Converting lexicon and language model is explained in Preparing the data. The evaluation of your models can be done by running this script:

> spr_eval.py -v LEX=20k -v LM=t20k wsj0+1_mida_vtln_CD.ini MY_EXP  ../resources/SPRAAK/nov92_np_20k.cor ../data/wsj0 wv1 thr=50.0 lma=1.5 lmc=-5

Transcription will be saved in MY_EXP.OUT files while results in MY_EXP.RES files. Try different values of lma, lmc, and thr to get best transcription with your models.

Optimizing Parameters

There are a few parameters that need optimization in virtually every setup. These are the parameters that weight the acoustic vs. the language model and the beam search parameters.

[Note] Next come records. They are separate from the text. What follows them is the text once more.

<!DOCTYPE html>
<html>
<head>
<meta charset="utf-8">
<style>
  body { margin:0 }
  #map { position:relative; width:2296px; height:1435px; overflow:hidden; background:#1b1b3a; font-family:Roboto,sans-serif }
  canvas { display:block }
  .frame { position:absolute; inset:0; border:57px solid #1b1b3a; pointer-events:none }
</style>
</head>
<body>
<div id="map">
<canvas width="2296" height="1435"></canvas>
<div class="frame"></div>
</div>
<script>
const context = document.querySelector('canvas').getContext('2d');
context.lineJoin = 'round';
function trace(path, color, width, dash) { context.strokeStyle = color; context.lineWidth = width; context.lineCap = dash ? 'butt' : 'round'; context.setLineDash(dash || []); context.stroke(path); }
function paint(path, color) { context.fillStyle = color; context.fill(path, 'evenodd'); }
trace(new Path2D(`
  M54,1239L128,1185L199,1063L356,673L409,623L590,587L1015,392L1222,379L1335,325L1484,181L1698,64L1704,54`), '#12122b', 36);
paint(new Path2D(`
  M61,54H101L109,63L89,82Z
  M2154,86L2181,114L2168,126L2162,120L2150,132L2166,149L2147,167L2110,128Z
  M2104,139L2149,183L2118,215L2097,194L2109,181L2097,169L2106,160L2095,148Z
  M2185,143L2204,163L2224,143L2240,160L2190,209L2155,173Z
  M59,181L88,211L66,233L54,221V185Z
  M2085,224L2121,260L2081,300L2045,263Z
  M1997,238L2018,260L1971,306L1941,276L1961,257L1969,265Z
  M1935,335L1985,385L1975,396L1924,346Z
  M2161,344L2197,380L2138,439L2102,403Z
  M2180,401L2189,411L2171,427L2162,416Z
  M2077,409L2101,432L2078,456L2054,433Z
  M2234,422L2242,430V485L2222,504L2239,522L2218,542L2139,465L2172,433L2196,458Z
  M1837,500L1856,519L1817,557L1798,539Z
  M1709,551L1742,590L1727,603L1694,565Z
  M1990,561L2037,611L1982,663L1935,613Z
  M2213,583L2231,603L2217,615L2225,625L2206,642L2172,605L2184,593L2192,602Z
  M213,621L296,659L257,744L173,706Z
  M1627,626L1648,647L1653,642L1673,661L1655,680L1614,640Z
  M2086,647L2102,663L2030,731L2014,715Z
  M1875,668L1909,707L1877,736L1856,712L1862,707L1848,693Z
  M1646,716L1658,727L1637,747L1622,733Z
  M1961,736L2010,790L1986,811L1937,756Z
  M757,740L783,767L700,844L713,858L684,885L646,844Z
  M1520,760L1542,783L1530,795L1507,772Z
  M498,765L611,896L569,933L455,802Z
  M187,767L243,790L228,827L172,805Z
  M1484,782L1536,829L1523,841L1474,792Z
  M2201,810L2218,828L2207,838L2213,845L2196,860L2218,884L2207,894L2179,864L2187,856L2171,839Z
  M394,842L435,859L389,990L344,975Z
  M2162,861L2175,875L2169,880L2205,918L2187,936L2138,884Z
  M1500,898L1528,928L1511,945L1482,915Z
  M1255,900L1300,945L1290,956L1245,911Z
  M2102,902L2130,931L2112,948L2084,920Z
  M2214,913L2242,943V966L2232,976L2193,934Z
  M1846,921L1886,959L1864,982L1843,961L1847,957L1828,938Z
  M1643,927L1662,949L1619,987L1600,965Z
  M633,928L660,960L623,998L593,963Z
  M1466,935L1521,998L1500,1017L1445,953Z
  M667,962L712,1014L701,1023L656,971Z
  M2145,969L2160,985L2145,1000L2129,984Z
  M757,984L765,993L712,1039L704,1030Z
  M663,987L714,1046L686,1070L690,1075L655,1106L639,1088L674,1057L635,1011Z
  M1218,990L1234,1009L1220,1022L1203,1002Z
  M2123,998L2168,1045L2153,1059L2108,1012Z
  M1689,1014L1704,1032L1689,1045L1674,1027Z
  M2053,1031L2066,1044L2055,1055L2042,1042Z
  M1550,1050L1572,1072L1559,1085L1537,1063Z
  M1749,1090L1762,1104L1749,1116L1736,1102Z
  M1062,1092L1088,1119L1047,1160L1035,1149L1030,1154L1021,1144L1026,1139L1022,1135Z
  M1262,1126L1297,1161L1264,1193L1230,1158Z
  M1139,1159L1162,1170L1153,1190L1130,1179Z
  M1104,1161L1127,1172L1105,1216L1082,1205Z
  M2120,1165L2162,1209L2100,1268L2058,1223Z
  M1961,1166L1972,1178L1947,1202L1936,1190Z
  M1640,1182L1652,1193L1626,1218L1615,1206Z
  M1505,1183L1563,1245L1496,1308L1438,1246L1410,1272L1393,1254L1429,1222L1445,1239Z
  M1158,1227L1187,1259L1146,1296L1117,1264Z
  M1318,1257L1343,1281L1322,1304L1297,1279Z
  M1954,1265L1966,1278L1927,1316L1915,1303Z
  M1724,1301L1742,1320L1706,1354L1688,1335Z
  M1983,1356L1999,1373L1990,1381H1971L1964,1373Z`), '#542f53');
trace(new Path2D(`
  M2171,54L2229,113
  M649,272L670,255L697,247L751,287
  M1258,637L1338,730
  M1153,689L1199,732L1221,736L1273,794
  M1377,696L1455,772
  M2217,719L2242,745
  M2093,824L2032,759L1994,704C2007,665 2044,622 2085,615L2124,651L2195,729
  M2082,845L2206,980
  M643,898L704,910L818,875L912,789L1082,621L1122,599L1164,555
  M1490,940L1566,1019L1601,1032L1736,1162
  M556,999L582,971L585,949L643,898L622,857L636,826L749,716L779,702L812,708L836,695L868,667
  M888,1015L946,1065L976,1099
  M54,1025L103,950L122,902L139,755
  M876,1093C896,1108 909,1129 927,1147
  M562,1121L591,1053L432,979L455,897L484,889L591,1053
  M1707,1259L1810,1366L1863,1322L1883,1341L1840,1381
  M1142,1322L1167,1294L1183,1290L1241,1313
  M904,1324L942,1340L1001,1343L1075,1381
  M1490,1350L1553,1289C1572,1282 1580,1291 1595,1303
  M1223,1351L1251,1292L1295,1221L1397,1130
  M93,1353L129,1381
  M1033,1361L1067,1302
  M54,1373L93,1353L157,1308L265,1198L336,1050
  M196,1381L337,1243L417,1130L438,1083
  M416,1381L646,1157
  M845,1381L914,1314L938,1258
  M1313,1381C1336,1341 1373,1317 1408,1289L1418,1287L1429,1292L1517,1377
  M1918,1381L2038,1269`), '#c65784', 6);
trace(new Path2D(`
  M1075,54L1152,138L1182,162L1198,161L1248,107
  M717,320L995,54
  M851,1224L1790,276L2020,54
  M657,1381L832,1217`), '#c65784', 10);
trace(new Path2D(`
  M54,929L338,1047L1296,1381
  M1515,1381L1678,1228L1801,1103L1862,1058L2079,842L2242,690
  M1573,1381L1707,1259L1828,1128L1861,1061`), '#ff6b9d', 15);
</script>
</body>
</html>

SPRAAK uses following unorthodox global scoring:

total_score = acoustic_model_score(log10) + LMA*language_model_score(log) + LMC

For the beam search two parameters matter:

max_bw  the maximum beamwidth (depends on vocabulary and language model)
thr     is an absolute threshold used for beam pruning

The max_bw parameter can be set once for a given task. E.g. for the WSJ a maximum beam width of 80.000 has proven to be fine. The threshold is somewhat dependent on the acoustic model and the parameter settings for AM and LM weighting. We have seen good compromises between performance and efficiency when the average beaam width is about 1/5 of the maximum beamwidth. The average beam width is given in the result file. Hence it may require a bit of tuning to find a good value.